● Record set:
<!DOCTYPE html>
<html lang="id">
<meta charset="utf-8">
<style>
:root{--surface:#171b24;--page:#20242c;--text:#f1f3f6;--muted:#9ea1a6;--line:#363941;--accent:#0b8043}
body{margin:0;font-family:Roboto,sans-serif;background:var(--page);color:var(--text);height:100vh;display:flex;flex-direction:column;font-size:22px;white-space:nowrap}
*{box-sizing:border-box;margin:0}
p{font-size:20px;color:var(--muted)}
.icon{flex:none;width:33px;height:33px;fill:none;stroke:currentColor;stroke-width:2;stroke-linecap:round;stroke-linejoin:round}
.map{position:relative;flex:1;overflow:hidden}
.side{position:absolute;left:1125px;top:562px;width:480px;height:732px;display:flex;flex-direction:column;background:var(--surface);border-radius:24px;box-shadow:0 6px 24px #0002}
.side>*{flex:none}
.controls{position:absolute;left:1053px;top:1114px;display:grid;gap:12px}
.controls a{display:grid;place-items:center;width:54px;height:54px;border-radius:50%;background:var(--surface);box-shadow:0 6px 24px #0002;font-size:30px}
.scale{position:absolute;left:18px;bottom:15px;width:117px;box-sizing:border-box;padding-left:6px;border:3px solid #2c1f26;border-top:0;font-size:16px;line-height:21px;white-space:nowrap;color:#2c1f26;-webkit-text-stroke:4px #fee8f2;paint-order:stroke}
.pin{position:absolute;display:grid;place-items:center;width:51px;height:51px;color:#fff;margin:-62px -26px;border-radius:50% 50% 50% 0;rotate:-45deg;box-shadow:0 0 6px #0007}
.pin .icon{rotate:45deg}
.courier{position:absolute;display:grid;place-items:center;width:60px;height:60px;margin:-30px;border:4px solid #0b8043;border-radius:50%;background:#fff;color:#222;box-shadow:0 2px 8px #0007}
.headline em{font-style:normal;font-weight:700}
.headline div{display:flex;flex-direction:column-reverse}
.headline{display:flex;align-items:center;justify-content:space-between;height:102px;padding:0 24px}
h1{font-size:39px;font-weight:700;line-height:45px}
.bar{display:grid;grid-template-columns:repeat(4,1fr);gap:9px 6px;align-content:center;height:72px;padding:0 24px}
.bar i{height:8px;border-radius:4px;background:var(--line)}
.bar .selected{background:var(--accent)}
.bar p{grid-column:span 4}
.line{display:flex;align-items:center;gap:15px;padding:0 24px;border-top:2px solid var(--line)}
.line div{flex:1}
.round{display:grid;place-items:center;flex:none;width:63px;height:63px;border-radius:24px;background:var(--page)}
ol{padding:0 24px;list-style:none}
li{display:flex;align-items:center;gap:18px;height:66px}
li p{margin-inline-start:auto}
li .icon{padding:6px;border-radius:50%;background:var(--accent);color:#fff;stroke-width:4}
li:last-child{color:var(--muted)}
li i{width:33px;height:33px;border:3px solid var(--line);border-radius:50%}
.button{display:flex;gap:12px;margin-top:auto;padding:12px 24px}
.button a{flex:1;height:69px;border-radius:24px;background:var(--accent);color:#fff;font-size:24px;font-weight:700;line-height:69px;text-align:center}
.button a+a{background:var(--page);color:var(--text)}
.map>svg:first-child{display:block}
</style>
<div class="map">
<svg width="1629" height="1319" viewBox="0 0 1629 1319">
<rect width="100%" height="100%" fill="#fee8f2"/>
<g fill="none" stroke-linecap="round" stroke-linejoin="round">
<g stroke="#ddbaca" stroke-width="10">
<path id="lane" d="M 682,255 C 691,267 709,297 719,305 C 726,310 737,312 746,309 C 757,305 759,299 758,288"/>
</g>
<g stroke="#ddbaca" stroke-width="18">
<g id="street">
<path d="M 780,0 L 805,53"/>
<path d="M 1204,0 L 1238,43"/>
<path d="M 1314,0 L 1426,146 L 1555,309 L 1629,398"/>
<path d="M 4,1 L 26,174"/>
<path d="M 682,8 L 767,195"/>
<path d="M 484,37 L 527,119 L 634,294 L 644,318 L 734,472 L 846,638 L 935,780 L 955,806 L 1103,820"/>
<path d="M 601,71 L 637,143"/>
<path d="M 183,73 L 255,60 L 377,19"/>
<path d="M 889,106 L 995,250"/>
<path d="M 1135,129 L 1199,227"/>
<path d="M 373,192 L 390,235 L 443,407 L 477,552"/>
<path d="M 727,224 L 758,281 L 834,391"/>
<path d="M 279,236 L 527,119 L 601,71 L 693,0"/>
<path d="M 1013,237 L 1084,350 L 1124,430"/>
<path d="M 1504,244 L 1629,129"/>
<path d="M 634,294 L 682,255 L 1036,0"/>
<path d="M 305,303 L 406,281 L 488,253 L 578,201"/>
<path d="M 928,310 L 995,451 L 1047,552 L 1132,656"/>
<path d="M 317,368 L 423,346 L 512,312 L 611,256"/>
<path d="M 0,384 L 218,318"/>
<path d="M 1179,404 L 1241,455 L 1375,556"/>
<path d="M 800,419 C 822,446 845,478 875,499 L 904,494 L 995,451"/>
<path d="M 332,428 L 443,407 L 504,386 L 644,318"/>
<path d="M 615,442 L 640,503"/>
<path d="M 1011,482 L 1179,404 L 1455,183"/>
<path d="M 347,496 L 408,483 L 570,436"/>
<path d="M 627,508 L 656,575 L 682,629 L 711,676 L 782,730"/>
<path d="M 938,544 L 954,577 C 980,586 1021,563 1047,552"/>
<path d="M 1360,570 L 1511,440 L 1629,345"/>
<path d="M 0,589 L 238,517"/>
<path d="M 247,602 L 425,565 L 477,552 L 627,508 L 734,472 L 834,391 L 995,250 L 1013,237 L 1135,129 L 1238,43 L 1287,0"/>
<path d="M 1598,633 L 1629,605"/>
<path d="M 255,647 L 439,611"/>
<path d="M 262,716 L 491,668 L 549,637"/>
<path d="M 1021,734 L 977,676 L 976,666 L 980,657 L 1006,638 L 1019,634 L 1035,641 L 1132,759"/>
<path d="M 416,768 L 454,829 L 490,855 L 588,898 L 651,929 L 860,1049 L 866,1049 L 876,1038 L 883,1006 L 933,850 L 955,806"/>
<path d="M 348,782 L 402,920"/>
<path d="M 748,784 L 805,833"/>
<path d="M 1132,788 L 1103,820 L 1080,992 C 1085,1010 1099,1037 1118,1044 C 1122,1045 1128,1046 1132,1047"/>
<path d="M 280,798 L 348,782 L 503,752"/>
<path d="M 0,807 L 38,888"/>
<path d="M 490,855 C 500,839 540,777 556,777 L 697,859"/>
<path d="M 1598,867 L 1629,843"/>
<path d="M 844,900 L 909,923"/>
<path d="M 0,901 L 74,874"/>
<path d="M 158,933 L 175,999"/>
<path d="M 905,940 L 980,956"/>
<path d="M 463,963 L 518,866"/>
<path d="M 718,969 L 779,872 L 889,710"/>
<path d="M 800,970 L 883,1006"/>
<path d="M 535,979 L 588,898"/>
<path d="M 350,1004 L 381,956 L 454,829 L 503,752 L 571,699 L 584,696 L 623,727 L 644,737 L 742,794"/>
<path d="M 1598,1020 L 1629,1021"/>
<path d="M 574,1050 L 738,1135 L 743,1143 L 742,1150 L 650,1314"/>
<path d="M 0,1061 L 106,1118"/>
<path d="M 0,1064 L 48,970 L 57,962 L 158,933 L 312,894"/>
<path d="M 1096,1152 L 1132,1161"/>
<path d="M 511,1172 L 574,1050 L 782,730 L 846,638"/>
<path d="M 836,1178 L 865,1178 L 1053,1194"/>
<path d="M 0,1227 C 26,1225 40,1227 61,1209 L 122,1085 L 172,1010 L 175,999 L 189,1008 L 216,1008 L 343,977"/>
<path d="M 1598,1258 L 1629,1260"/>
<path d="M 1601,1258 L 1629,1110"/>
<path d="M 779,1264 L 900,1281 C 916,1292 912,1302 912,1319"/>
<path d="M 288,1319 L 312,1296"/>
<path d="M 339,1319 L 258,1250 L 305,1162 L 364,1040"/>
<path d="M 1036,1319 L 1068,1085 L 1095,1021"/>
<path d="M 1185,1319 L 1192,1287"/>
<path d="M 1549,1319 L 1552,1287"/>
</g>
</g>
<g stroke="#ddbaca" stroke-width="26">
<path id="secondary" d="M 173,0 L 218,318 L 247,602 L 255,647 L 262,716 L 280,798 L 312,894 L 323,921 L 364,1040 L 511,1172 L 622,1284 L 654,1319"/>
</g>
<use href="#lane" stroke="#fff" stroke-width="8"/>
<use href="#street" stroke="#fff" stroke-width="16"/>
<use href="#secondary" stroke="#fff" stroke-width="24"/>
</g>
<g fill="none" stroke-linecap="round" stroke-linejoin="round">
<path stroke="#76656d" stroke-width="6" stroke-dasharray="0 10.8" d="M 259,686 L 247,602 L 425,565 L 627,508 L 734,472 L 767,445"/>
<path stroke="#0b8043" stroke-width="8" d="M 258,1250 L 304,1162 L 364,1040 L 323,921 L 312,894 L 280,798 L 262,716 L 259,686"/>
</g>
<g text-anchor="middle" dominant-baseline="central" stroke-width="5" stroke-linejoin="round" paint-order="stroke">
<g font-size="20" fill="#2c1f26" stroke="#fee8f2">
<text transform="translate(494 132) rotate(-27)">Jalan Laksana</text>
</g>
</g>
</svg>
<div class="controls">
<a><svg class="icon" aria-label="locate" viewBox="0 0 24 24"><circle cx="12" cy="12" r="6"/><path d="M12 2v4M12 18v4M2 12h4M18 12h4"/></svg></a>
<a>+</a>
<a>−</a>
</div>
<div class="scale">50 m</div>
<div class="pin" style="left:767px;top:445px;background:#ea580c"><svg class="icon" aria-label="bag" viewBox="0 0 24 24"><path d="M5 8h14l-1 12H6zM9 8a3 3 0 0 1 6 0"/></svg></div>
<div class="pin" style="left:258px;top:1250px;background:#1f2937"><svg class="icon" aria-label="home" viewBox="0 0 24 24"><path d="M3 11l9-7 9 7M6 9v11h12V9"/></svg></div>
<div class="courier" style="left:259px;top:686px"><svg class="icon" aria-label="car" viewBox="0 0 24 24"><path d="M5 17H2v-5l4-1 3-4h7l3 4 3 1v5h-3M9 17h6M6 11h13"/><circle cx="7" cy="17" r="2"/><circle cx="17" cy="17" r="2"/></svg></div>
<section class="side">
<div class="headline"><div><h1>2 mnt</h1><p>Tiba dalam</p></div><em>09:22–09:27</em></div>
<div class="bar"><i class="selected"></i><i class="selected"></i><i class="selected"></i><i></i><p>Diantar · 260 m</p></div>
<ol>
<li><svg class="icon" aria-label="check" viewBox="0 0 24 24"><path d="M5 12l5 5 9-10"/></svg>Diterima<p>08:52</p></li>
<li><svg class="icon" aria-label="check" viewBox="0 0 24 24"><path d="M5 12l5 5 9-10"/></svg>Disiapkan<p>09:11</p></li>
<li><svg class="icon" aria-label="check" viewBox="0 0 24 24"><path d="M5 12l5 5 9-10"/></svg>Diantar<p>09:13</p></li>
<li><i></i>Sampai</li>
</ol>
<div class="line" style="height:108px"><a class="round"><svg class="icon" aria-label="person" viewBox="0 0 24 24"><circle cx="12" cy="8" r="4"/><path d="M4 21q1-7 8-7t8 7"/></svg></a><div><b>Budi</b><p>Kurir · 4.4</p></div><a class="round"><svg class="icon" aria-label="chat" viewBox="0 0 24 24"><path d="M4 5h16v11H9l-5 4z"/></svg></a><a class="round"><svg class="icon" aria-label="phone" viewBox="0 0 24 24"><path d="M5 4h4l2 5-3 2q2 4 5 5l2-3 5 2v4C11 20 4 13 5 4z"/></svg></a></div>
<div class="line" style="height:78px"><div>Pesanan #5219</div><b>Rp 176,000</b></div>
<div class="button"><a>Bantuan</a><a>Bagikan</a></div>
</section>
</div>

● The problem: Filter the listing above down to the lines that contain the word "headline".

● Task output:
.headline em{font-style:normal;font-weight:700}
.headline div{display:flex;flex-direction:column-reverse}
.headline{display:flex;align-items:center;justify-content:space-between;height:102px;padding:0 24px}
<div class="headline"><div><h1>2 mnt</h1><p>Tiba dalam</p></div><em>09:22–09:27</em></div>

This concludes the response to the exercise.